Participants at the EngageAI Forum identified misconceptions and limitations of how AI tools work. For example, one educator did not realize that by inputting a students’ personal identifiable information, like individualized education program (IEP) content, into ChatGPT presents a variety of privacy and data security issues. Another misconception among educators and some researchers alike is that Generative AI tools are good for answering any type of question or prompt. Researchers who had experience bridging the research-practice gap found it necessary to explain to participants that Generative AI tools are not actually designed to do some things, such as organizing data or doing math. This is explained in detail in Dr. Judi Fusco’s Quick Start Guide for Understanding ChatGPT where she writes that she “won’t use it for anything where I need to be certain that the writing is accurate and truthful.” Much more has been written about Generative AI tools hallucinating and being inaccurate and it’s important to share these issues with educators as we help them develop expertise in AI literacy. Another way we can do this is by co-designing tools and examples of professional learning experiences with educators.

Sharing Co-Designed Professional Learning Tools and Examples

“It is vitally important to our teachers that we keep them in the loop. Many times teachers don’t realize how AI has already been infused in their classrooms” – Nneka McGee, EngageAI Practitioner Advisory Board Member

As we’ve learned from colleagues Kristal Brister Philyaw and Maria Romero, among others, powerful and accessible learning experiences for educators require intentional design. In these professional learning opportunities, the needs of educators need to be balanced with the outcomes of the work and the technical understandings of the systems we are working with.
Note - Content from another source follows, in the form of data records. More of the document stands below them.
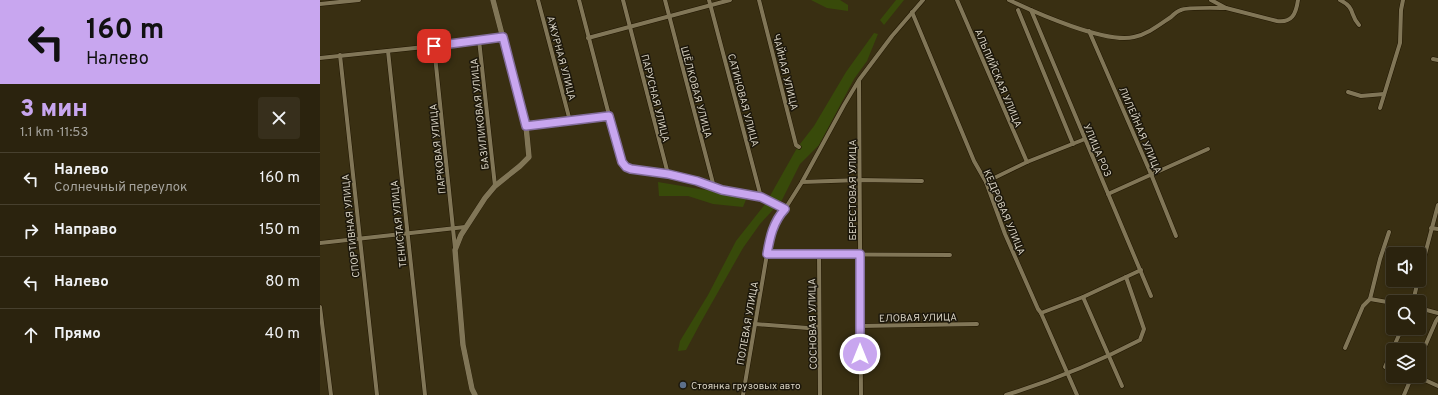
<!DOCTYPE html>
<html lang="ru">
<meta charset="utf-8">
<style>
:root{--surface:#2b230e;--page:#372f1c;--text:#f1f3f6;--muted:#a6a49e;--line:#47402e;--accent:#c8a6ef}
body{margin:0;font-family:Overpass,sans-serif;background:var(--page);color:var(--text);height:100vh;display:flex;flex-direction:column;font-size:15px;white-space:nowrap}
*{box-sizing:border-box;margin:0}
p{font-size:13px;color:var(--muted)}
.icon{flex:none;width:22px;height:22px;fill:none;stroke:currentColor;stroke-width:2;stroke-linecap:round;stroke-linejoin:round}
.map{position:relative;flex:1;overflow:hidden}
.side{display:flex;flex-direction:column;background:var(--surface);width:320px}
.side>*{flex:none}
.hud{background:#c8a6ef;color:#111;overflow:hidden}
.controls{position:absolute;left:1066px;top:247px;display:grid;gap:8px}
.controls a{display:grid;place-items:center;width:40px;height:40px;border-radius:4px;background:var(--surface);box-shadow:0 2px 6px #0003,0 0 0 1px var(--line);font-size:20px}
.pin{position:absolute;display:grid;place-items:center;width:34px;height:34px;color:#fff;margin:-17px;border-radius:8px;box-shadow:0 2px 6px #0006}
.me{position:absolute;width:44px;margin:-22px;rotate:0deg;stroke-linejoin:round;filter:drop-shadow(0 0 3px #0008)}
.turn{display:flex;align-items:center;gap:14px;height:84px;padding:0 20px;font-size:18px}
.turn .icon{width:52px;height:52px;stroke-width:2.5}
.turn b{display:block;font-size:28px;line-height:34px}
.round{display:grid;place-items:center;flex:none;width:42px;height:42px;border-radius:4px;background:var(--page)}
.head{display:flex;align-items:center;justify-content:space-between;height:68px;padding:0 20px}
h1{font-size:24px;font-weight:800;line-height:30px;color:var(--accent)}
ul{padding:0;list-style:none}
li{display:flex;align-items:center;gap:12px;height:52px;padding:0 20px;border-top:1px solid var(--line)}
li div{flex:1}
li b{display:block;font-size:15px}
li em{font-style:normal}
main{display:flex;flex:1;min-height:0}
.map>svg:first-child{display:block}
.green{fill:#384a0a}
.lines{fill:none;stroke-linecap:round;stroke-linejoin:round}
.street-casing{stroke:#201600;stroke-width:5}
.secondary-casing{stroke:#201600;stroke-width:6}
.street{stroke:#817657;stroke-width:4}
.secondary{stroke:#817657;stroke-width:5.5}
.route-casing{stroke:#826c9b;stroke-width:10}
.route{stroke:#c8a6ef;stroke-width:7}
.service-dot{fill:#5c6f8a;stroke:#1c170b;stroke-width:1.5}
.labels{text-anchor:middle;stroke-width:3;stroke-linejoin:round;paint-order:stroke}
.street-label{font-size:10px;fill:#d8d2c2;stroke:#1c170b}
.poi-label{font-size:10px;fill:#d8d2c2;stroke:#1c170b;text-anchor:start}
</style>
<main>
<section class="side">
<div class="hud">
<div class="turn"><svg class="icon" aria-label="left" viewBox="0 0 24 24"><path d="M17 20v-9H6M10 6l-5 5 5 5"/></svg><div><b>160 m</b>Налево</div></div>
</div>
<div class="head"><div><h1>3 мин</h1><p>1.1 km · 11:53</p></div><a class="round"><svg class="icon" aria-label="close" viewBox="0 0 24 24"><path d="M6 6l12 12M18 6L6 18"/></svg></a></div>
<ul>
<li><svg class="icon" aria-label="left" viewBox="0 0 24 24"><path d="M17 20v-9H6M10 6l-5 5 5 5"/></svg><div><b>Налево</b><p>Солнечный переулок</p></div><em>160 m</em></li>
<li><svg class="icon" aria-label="right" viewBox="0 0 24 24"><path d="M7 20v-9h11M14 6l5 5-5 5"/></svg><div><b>Направо</b></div><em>150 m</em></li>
<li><svg class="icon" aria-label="left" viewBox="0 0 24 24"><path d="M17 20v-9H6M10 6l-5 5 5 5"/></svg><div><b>Налево</b></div><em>80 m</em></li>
<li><svg class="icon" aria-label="ahead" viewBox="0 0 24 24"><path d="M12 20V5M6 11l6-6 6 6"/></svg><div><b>Прямо</b></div><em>40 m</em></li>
</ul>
</section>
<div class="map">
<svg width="1118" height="395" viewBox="0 0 1118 395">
<rect width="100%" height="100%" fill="#392f12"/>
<g class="green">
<path d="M 491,0 L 520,0 L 528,5 L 528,11 L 507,8 Z"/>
<path d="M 576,0 L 584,0 L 564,25 L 560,20 Z"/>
<path d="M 554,33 L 558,34 L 547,61 L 534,79 L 499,145 L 480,164 L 462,200 L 440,224 L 423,248 L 381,322 L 366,350 L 358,351 L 360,341 L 388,295 L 416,241 L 446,203 L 477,148 L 494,126 L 526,72 Z"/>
<path d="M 338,182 L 427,197 L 423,207 L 393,204 L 368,196 L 339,196 Z"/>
</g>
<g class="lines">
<g class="street-casing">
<g id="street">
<path d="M 218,0 L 250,121"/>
<path d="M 259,0 L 301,161 L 306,167 L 311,169 L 348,174 L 377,181 L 402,190 L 441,197"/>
<path d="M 303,0 L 348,174"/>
<path d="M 345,0 L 394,187"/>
<path d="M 389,0 L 441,197 L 465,209"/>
<path d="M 439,0 L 476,145 L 479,147"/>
<path d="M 637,0 L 707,162"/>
<path d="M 689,0 C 716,13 786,44 814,37 C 828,34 839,25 851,17 C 854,14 857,11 861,10 C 866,7 898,8 906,8"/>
<path d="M 891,0 L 906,8 L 957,21 C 972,23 976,14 978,0"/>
<path d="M 1020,0 C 1036,8 1029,14 1039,25"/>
<path d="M 0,4 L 39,0"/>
<path d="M 698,10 L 753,144"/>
<path d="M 711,10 L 831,296"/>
<path d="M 592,12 L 654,161 L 666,182 L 685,234 L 718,309 L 721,313 L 757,395"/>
<path d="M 769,31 L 831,174 L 856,236"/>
<path d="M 268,38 L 410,0"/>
<path d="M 159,40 L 175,186"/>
<path d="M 114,46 L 135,248"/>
<path d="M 68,51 L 105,395"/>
<path d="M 20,55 L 57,395"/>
<path d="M 0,58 L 114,46 L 183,37"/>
<path d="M 1113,59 L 1118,60"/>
<path d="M 539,81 L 541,395"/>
<path d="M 1028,92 L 1041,96 L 1064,94"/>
<path d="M 1060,108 L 1080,43 L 1081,10 L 1083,0"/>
<path d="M 206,126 L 289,116"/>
<path d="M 482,182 L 540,180 L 602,181"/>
<path d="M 666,182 L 707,162 L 765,139"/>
<path d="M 788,194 L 888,149"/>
<path d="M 1111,228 L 1118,229"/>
<path d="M 0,243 L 145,227"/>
<path d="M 447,254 L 630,255"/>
<path d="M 499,254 L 500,395"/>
<path d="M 1099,277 L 1118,205"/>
<path d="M 763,297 L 802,386"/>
<path d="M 1050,299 L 1060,259 L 1069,232"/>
<path d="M 1050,299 L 1073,303"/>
<path d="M 1093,302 L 1098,280"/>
<path d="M 0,307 L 11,395"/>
<path d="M 1099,308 L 1118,313"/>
<path d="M 721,313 L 763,297 L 821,270"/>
<path d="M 435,324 L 488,328 L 499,327"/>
<path d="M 540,326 L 657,324"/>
<path d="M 1025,348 L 1043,306 L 1050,299"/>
<path d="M 1099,360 L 1116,321 L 1118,318"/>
<path d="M 1065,367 L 1082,328"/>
<path d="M 1096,376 L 1118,386"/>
<path d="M 423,395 L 447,254 L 451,235 L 457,217 L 465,209 L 482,182 L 524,105 L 539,80 L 572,36 L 603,0"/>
<path d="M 686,395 C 734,380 776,363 820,340 L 824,329 L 806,277"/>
<path d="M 1084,395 L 1092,376"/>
</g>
</g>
<g class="secondary-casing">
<path id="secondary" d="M 155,395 L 152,389 L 143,345 L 135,250 L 141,235 L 165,198 L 175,186 L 200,166 L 209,157 L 206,126 L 173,0"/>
</g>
<use href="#street" class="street"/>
<use href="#secondary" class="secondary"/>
</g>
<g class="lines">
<g class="route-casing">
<path id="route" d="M 114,46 L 183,37 L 206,126 L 289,116 L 302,162 L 306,167 L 311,169 L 348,174 L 377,181 L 402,190 L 441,197 L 465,209 C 453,222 450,237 447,254 L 540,254 L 540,354"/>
</g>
<use href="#route" class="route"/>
</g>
<circle class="service-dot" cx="363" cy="385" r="4"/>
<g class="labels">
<g class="street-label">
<text transform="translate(242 58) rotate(75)" y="4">АЖУРНАЯ УЛИЦА</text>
<text transform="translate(466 72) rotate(76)" y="4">ЧАЙНАЯ УЛИЦА</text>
<text transform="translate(679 78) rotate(67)" y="4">АЛЬПИЙСКАЯ УЛИЦА</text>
<text transform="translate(377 92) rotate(75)" y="4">ШЁЛКОВАЯ УЛИЦА</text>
<text transform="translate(336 98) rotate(76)" y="4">ПАРУСНАЯ УЛИЦА</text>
<text transform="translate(424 100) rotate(75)" y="4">САТИНОВАЯ УЛИЦА</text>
<text transform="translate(159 114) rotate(-96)" y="4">БАЗИЛИКОВАЯ УЛИЦА</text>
<text transform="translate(821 130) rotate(67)" y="4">ЛИЛЕЙНАЯ УЛИЦА</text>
<text transform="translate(117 149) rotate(-96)" y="4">ПАРКОВАЯ УЛИЦА</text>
<text transform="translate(778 150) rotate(67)" y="4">УЛИЦА РОЗ</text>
<text transform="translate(532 190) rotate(-90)" y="4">БЕРЕСТОВАЯ УЛИЦА</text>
<text transform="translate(685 212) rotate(67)" y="4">КЕДРОВАЯ УЛИЦА</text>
<text transform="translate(78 224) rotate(-96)" y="4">ТЕНИСТАЯ УЛИЦА</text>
<text transform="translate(30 226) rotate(-96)" y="4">СПОРТИВНАЯ УЛИЦА</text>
<text transform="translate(598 317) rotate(-1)" y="4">ЕЛОВАЯ УЛИЦА</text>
<text transform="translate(427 323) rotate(-80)" y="4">ПОЛЕВАЯ УЛИЦА</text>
<text transform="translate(492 324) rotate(-91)" y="4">СОСНОВАЯ УЛИЦА</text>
</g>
<g class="poi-label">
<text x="371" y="389">Стоянка грузовых авто</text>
</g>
</g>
</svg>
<div class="controls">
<a><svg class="icon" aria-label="sound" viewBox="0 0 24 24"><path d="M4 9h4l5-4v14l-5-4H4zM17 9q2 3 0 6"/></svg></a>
<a><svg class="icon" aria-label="search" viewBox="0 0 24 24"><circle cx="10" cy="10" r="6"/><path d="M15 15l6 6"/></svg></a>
<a><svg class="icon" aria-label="layers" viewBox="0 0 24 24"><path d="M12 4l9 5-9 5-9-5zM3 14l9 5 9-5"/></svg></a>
</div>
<div class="pin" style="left:114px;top:46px;background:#d93025"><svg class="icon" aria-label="arrive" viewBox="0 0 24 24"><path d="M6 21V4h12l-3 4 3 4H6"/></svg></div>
<svg class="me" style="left:540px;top:354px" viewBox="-20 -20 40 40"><circle r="17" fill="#c8a6ef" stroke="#fff" stroke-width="3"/><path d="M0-11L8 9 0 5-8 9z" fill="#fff"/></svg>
</div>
</main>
To this end, the EngageAI Practitioner Advisory Board members will be working to adapt AI literacy resources originally developed by Dr. Victor Lee and the Classroom-Ready Resources About AI For Teaching (CRAFT) team at the Stanford Graduate School of Education for use with educators. Originally serving as a collaboration between the Graduate School of Education and Institute for Human-Centered AI; the CRAFT materials were originally designed to be taught in high school classrooms to help students explore, understand, question, and critique AI. CRAFT intentionally pursued a multidisciplinary approach so educators with a variety of discipline backgrounds can teach about AI and we hope to engage in similar co-design methods to adapt the content for educator professional learning experiences. The EngageAI Practitioner Advisory Board will review the existing CRAFT materials and use them as a foundation for developing professional learning trainings including materials like one page guidance documents, facilitation slide decks, and practice activities.